The past research [2] showed the impact of mobility on cellular network and provided a modeling method for configuring cellular networks to study the dynamics of mobility. The improvement of radio bandwidth is always thought as a dynamic channel (code) allocation problem in literatures [3]. Although there were some schemes for bandwidth reservation proposed to reduce the CDP, such as the study [4], seldom literature has developed to satisfy QoS and lower CBP issues at the same time. Furthermore, the past researches mentioned at the above focused on individual mobility prediction, and they may cause mass load focusing on the MSC.
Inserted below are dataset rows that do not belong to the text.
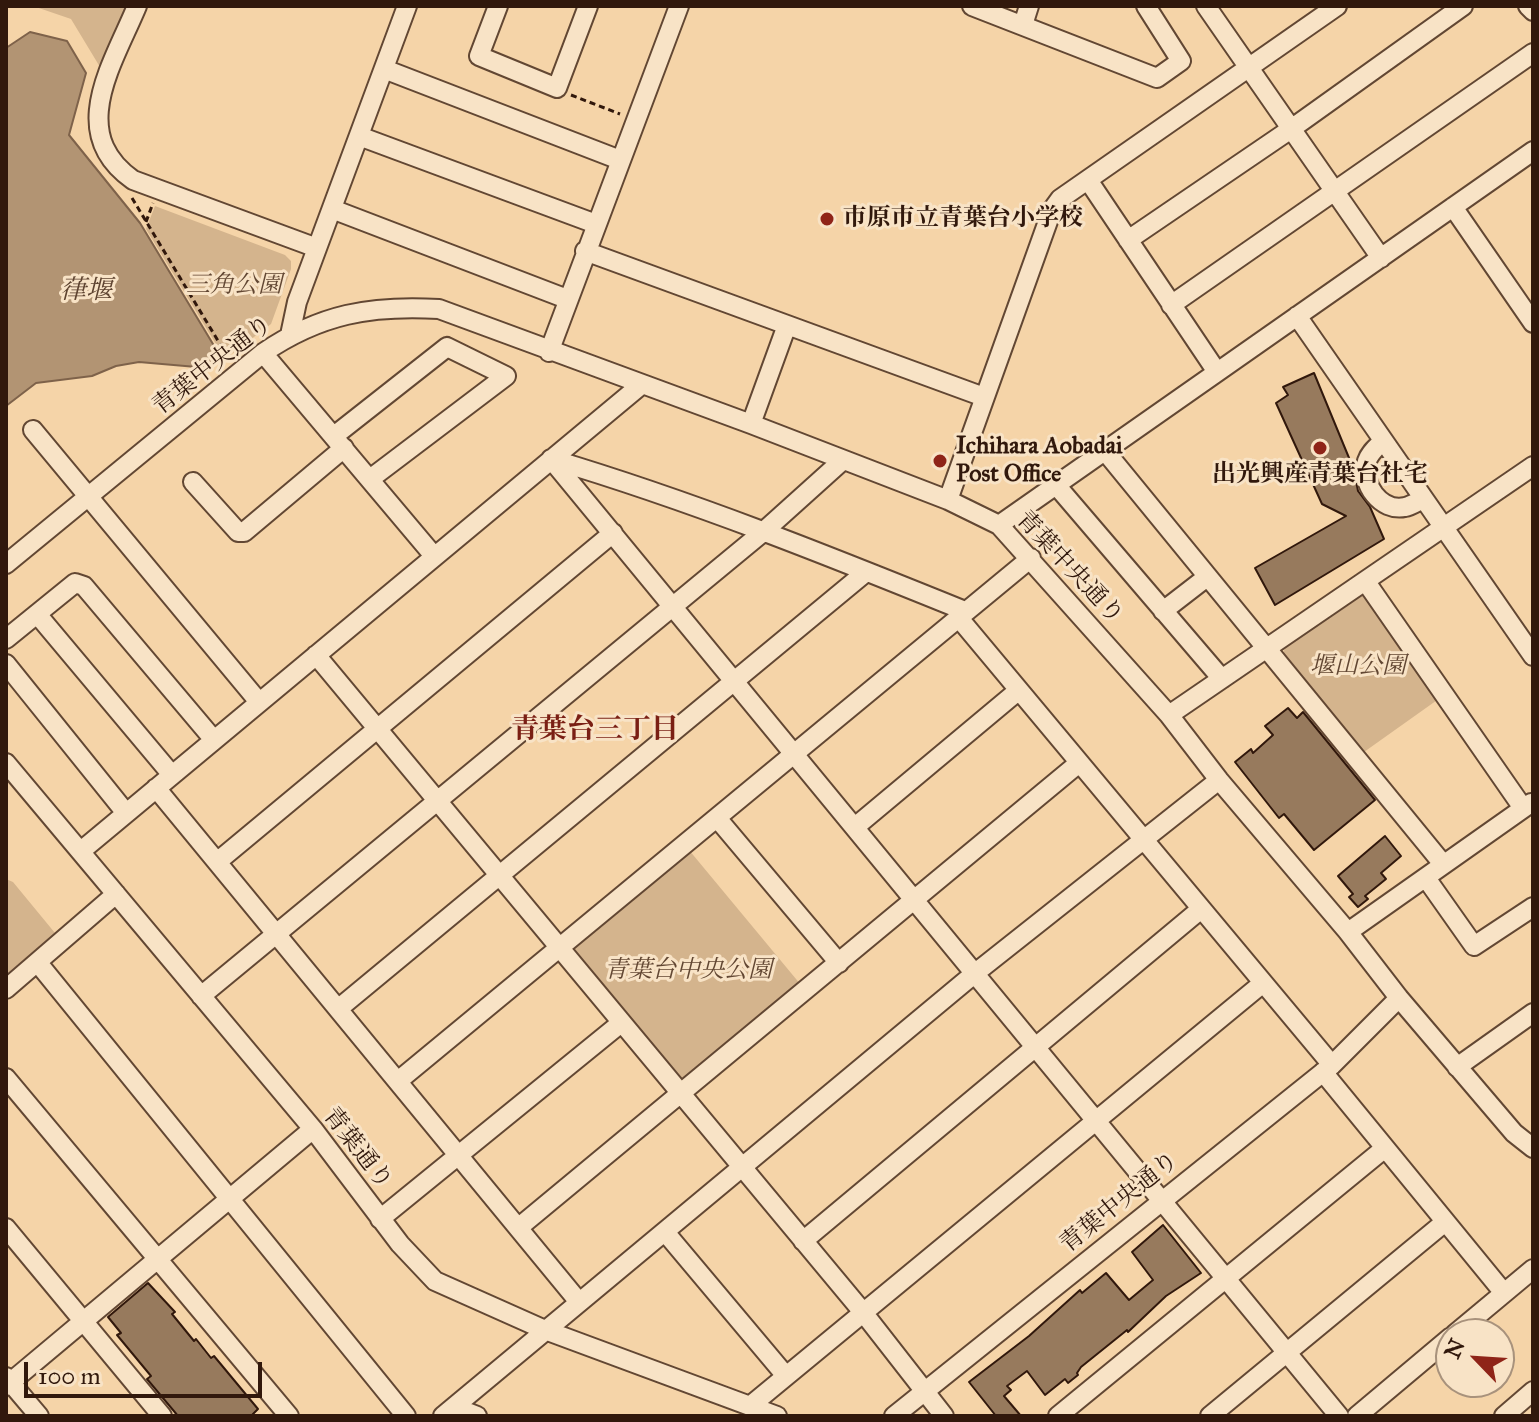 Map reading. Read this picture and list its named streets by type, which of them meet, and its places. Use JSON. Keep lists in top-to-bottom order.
{
  "streets": {
    "street": ["青葉中央通り", "青葉通り"]
  },
  "districts": ["青葉台三丁目"],
  "water": ["葎堰"],
  "parks": ["三角公園", "堰山公園", "青葉台中央公園"],
  "places": ["市原市立青葉台小学校", "出光興産青葉台社宅", "Ichihara Aobadai Post Office"],
  "scale_bar": "100 m",
  "north": "top left"
} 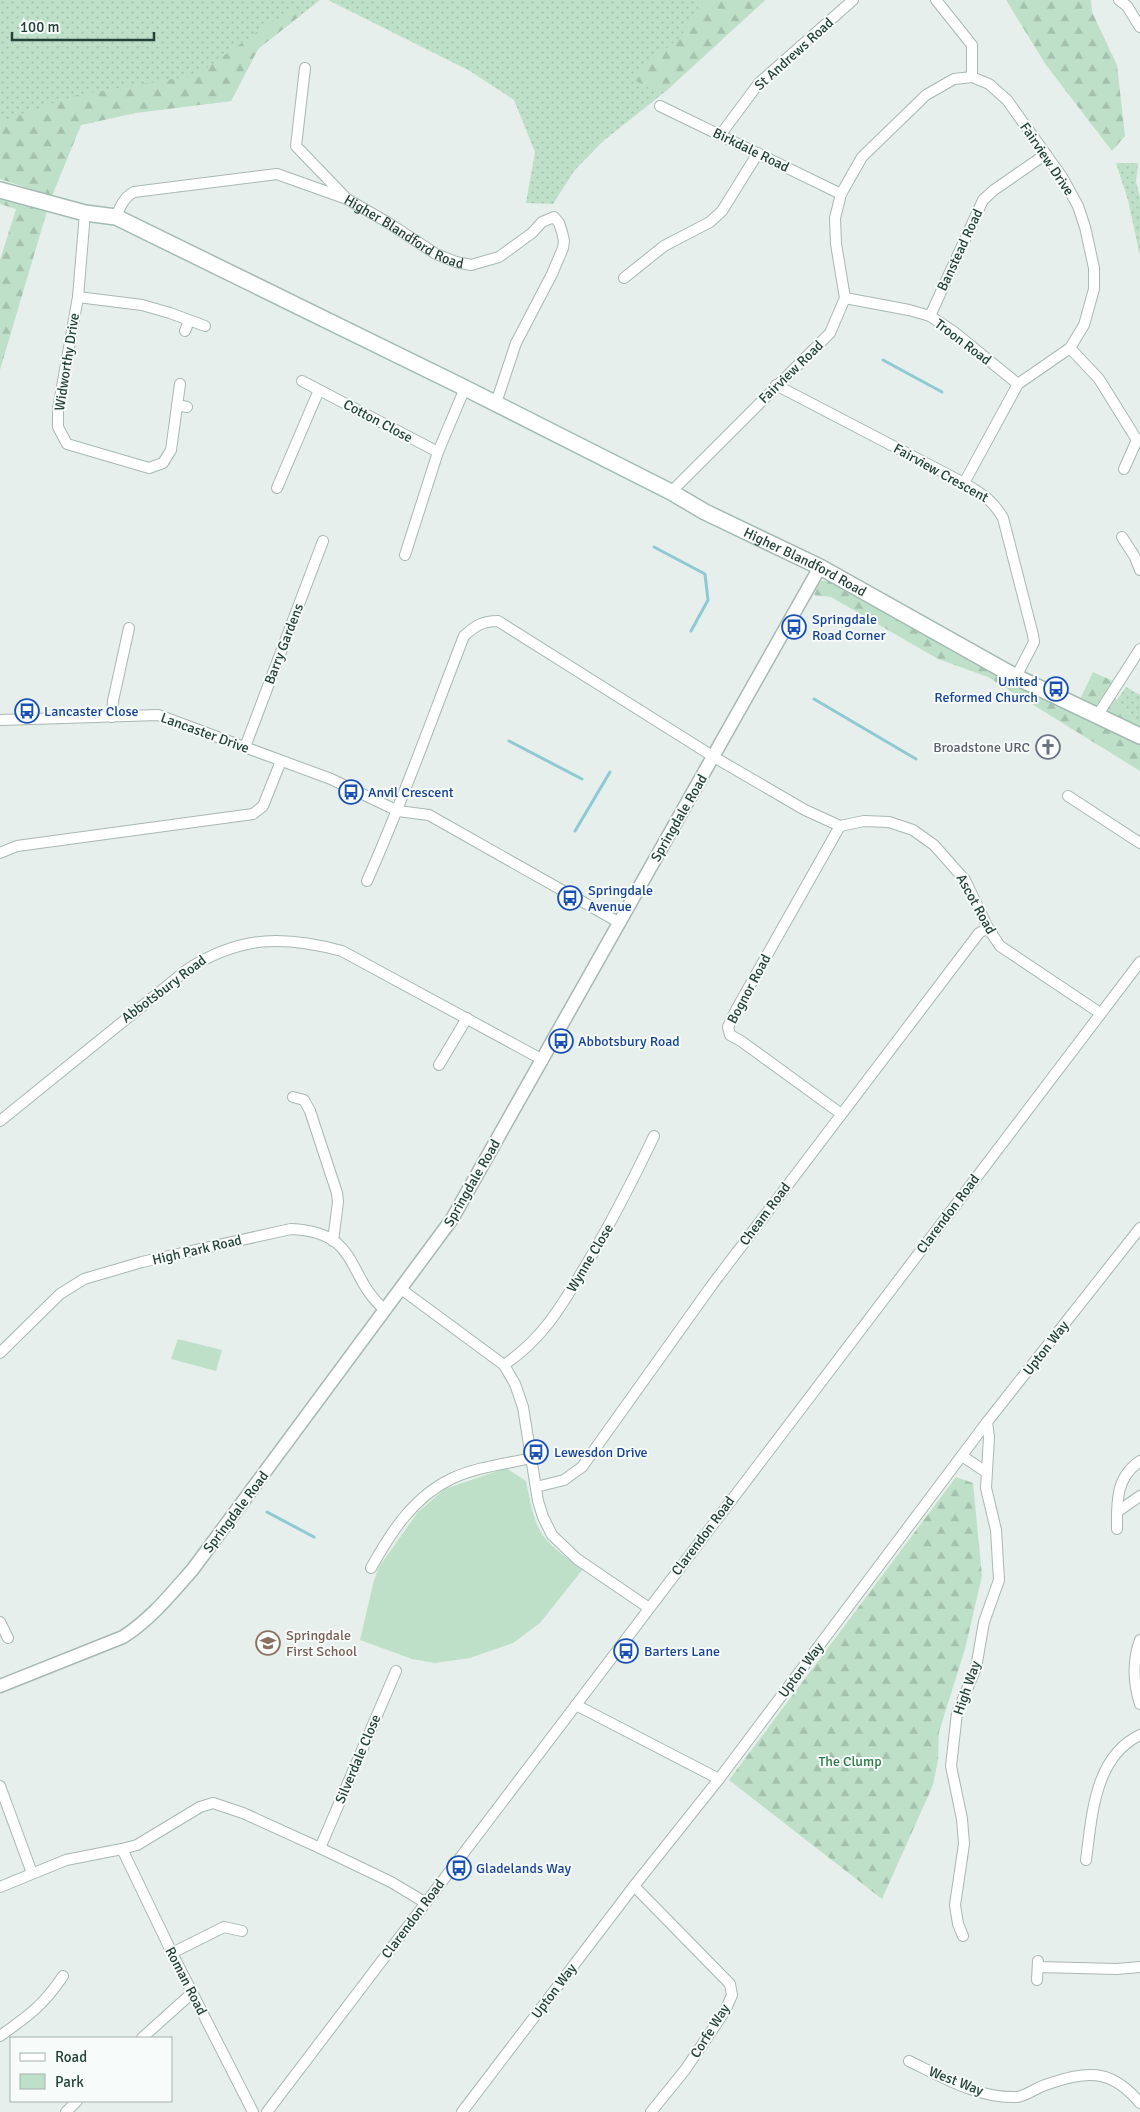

According to the study [5], final information is a prediction of users’ number in a given cell, and it leads to use a global approach that only observes variations of system utilization and users’ flows. There are many advantages for [5]: it does not require any control message and additional load for the MSC; cells generate their own statistics independently from others; it is sensitive to geographical constrains and to users’ common habits. According to [12], the final information is a quantity prediction of users in a given cell, and it leads to use a global approach that only observes variations of system utilization and users’ flows.
There are many advantages of the scheme presented in [12]: it does not require any control message and additional load for the MSC; cells generate their own statistics independently from others; it is sensitive to geographical constraints and to users’ common habits. Besides, the concept of aggregated history has been also applied to acquire user mobility profile in [13] so that a user mobility profile framework is developed for estimating service patterns and tracking mobile users, including descriptions of location, mobility, and service requirements. Therefore, in order to provide suitable statistical prediction information which may be system utilization, CBP, or other system resources to the CAC, a prediction mechanism which can predict most information is proposed in this paper."